▶ _Task_: Go through the entries and count the lines with the string "Avenue" in them. Give only that number.

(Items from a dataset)
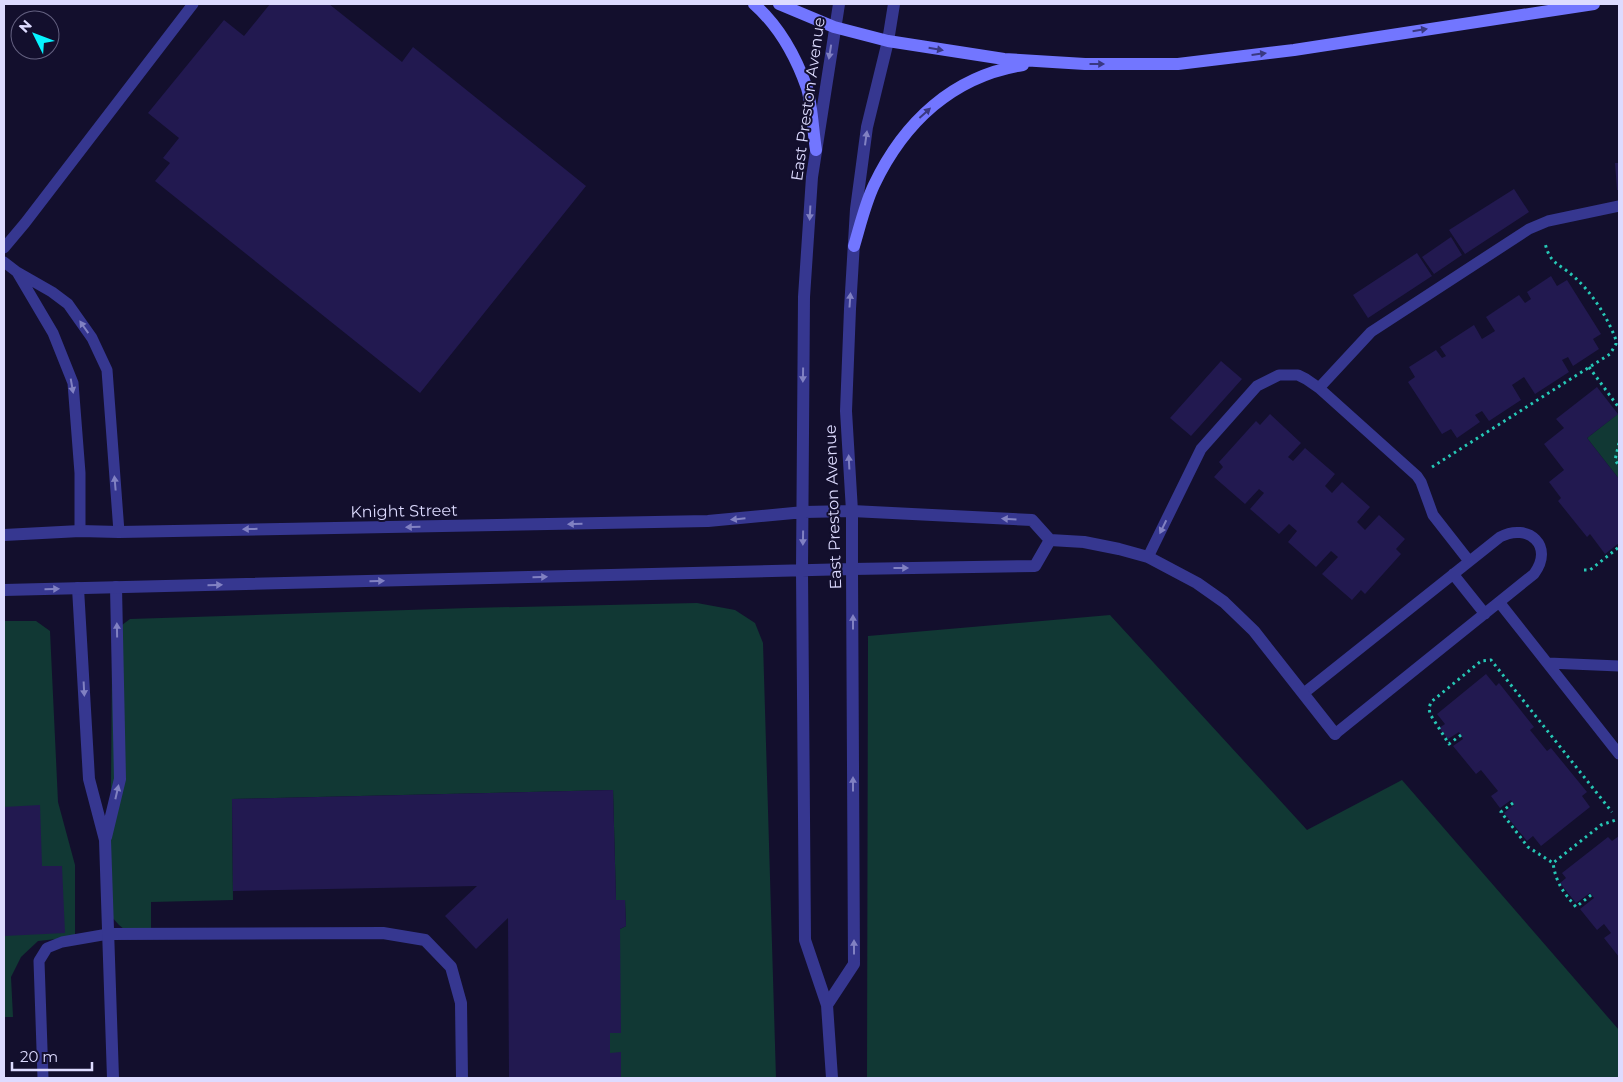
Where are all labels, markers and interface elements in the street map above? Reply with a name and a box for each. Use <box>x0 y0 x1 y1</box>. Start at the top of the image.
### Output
north arrow <box>10 10 60 60</box>
text: N <box>15 16 36 37</box>
street label: East Preston Avenue <box>787 16 829 182</box>
one-way arrow <box>1412 26 1428 34</box>
one-way arrow <box>826 44 834 60</box>
one-way arrow <box>928 46 944 54</box>
one-way arrow <box>1252 50 1268 58</box>
one-way arrow <box>1090 60 1106 68</box>
one-way arrow <box>918 107 930 119</box>
one-way arrow <box>862 130 870 146</box>
one-way arrow <box>805 205 813 221</box>
one-way arrow <box>847 292 855 308</box>
one-way arrow <box>79 320 89 334</box>
one-way arrow <box>799 367 807 383</box>
one-way arrow <box>69 378 77 394</box>
street label: East Preston Avenue <box>821 424 845 590</box>
one-way arrow <box>844 454 852 470</box>
one-way arrow <box>111 475 119 491</box>
street label: Knight Street <box>350 501 458 521</box>
one-way arrow <box>1000 514 1016 522</box>
one-way arrow <box>729 515 745 523</box>
one-way arrow <box>567 520 583 528</box>
one-way arrow <box>1159 520 1167 534</box>
one-way arrow <box>405 523 421 531</box>
one-way arrow <box>242 526 258 534</box>
one-way arrow <box>799 530 807 546</box>
one-way arrow <box>893 564 909 572</box>
one-way arrow <box>532 573 548 581</box>
one-way arrow <box>370 577 386 585</box>
one-way arrow <box>207 581 223 589</box>
one-way arrow <box>45 584 61 592</box>
one-way arrow <box>849 614 857 630</box>
one-way arrow <box>113 622 121 638</box>
one-way arrow <box>80 681 88 697</box>
one-way arrow <box>849 776 857 792</box>
one-way arrow <box>113 785 121 800</box>
one-way arrow <box>850 939 858 955</box>
scale bar <box>12 1040 92 1072</box>
text: 20 m <box>20 1047 58 1066</box>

▶ _Result below_: 2